== EXERCISE ==
Your task is to find every line of the listing that includes "Share" and copy it.

== DATA SHOWN ==
------------------------------------------------------------------------

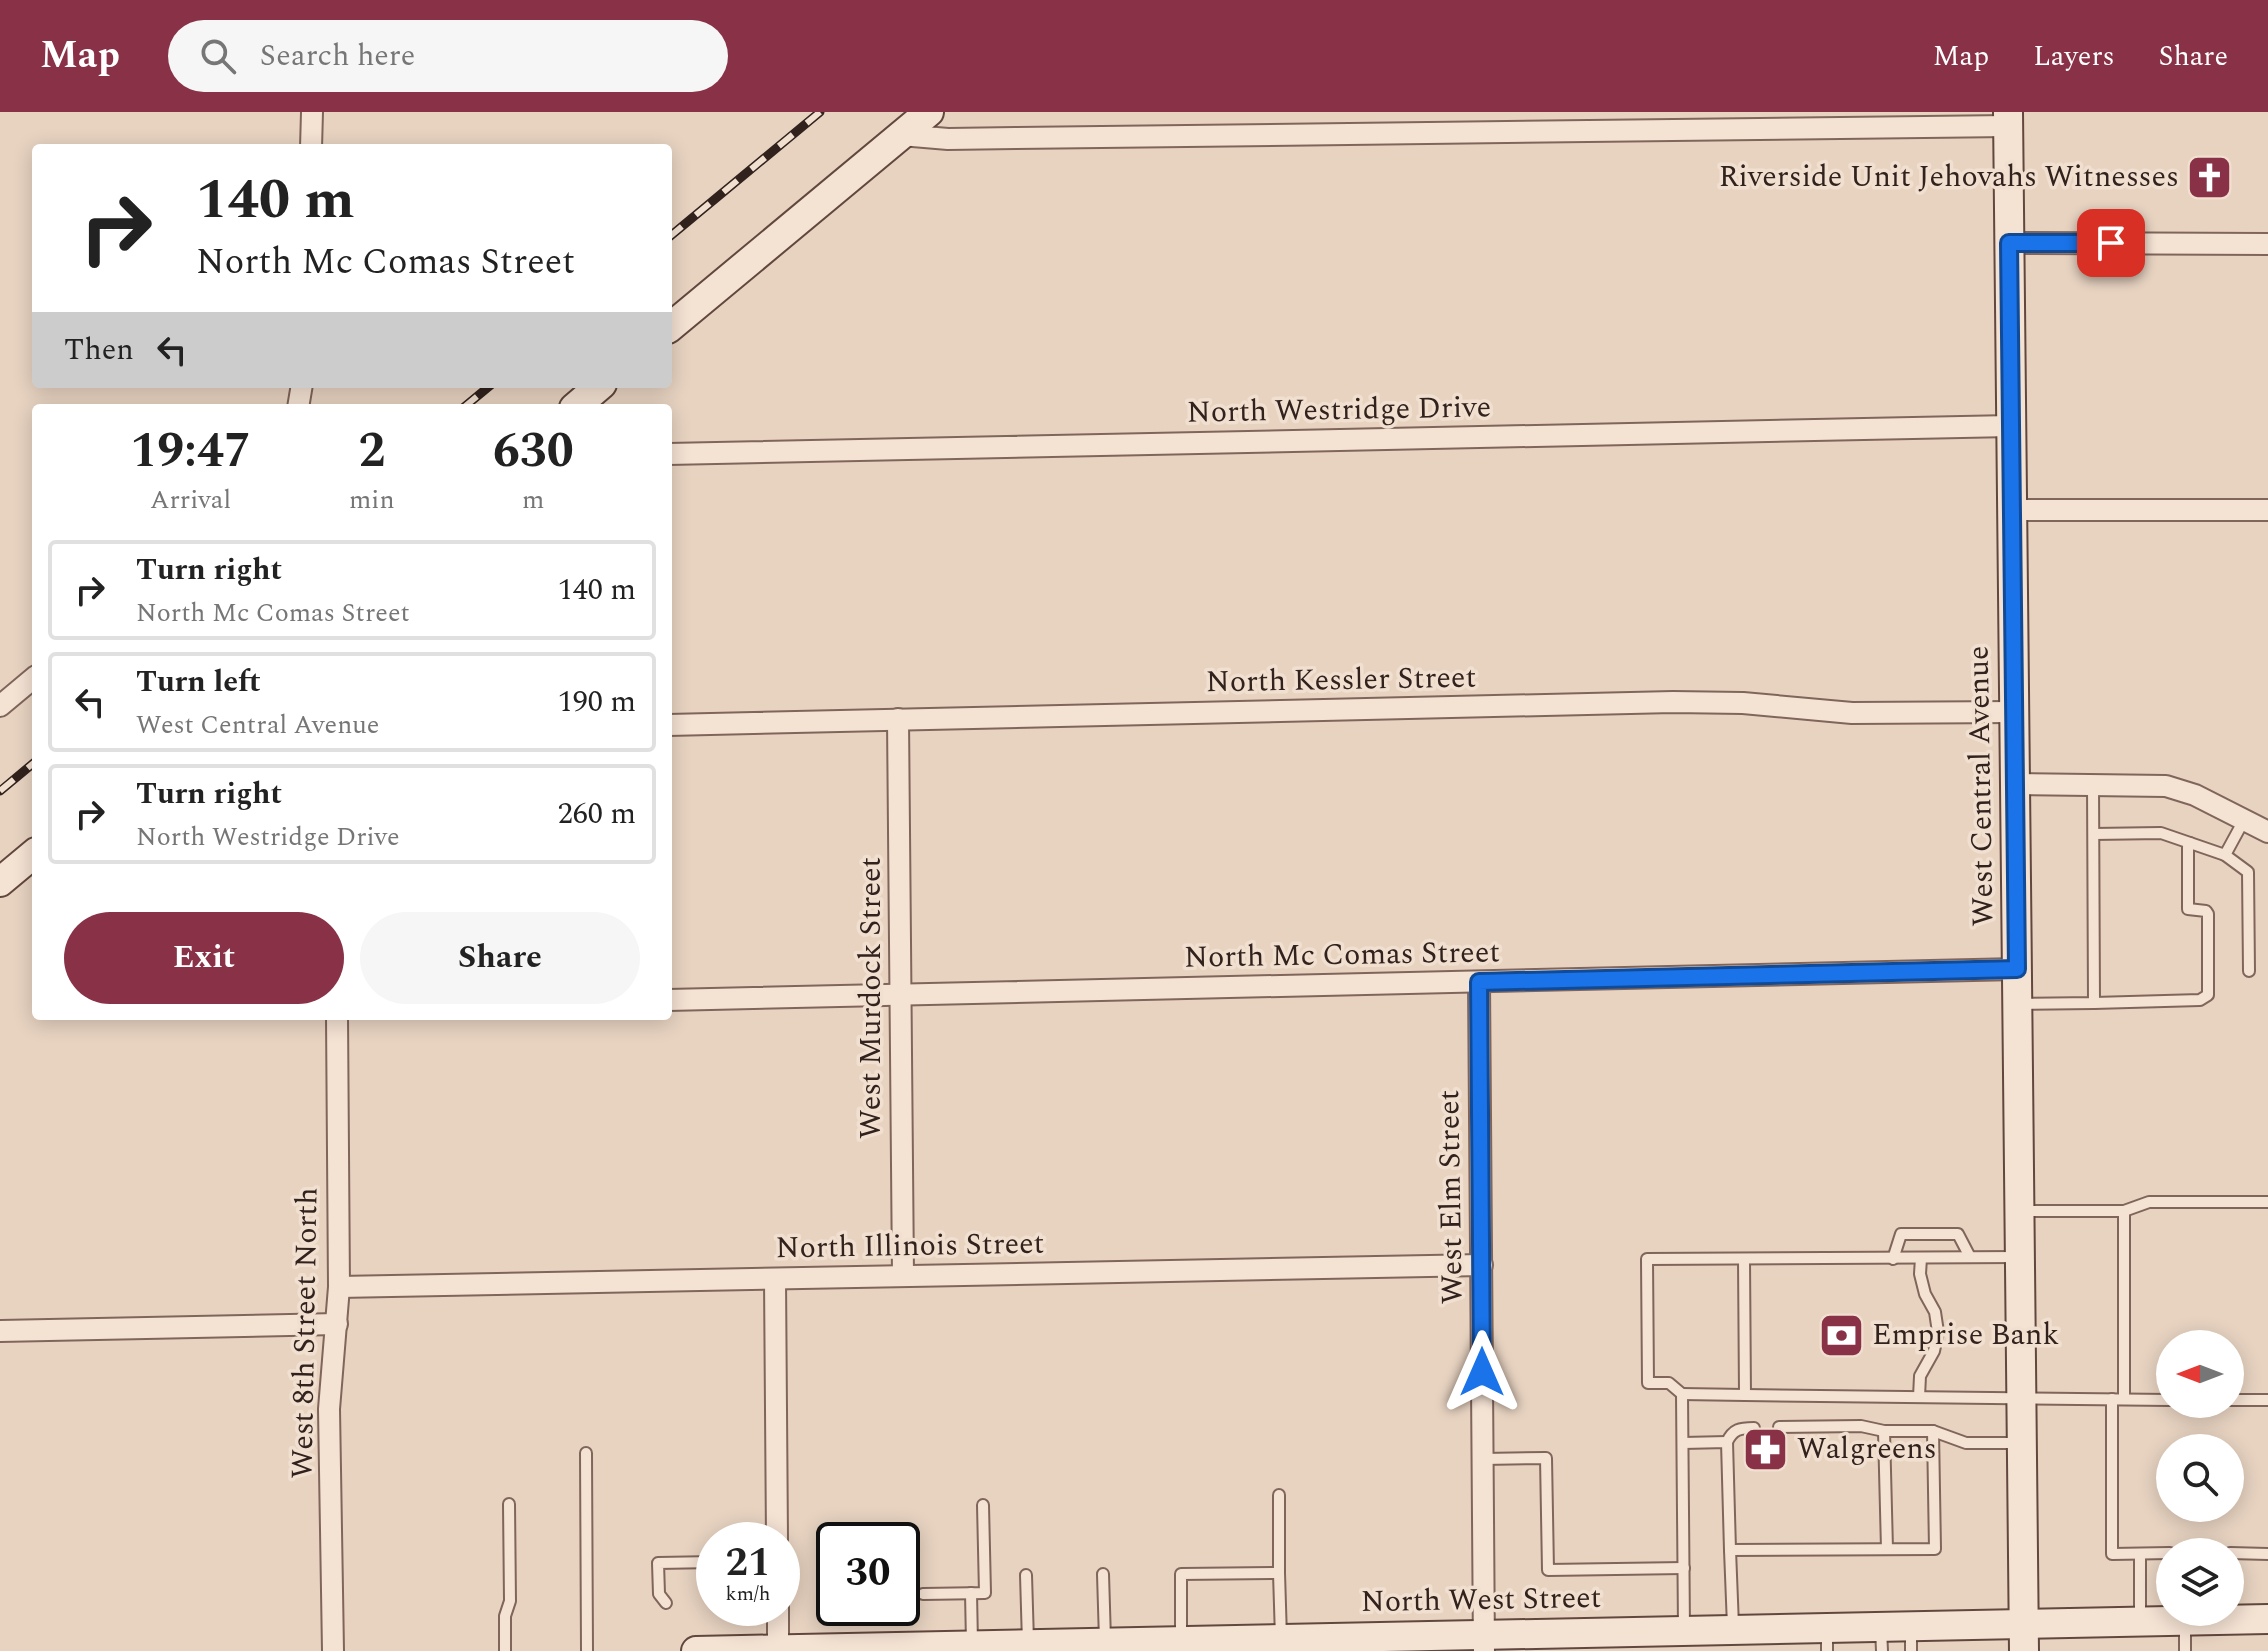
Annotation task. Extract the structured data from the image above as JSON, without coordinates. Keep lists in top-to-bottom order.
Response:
{
  "streets": {
    "main road": ["West Central Avenue", "North West Street"],
    "street": [
      "North Westridge Drive",
      "North Kessler Street",
      "North Mc Comas Street",
      "West Murdock Street",
      "West Elm Street",
      "North Illinois Street",
      "West 8th Street North"
    ]
  },
  "crossings": [
    ["North Westridge Drive", "West Central Avenue"],
    ["North Kessler Street", "West Central Avenue"],
    ["North Kessler Street", "West Murdock Street"],
    ["West Central Avenue", "North Mc Comas Street"],
    ["West Central Avenue", "North West Street"],
    ["North Mc Comas Street", "West Murdock Street"],
    ["North Mc Comas Street", "West Elm Street"],
    ["West Murdock Street", "North Illinois Street"],
    ["West Elm Street", "North Illinois Street"],
    ["West Elm Street", "North West Street"],
    ["North Illinois Street", "West 8th Street North"]
  ],
  "places": {
    "church": ["Riverside Unit Jehovahs Witnesses"],
    "bank": ["Emprise Bank"],
    "pharmacy": ["Walgreens"]
  },
  "north": "left",
  "page": {
    "header": "Map",
    "search": "Search here",
    "nav": ["Map", "Layers", "Share"],
    "turn": ["140 m", "North Mc Comas Street"],
    "then": "Then",
    "eta": [
      "19:47",
      "Arrival",
      "2",
      "min",
      "630",
      "m"
    ],
    "list": [
      {
        "name": "Turn right",
        "note": "North Mc Comas Street",
        "value": "140 m"
      },
      {
        "name": "Turn left",
        "note": "West Central Avenue",
        "value": "190 m"
      },
      {
        "name": "Turn right",
        "note": "North Westridge Drive",
        "value": "260 m"
      }
    ],
    "buttons": ["Exit", "Share"],
    "speed": "21 km/h",
    "limit": "30"
  }
}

------------------------------------------------------------------------

== RESULT ==
    "nav": ["Map", "Layers", "Share"],
    "buttons": ["Exit", "Share"],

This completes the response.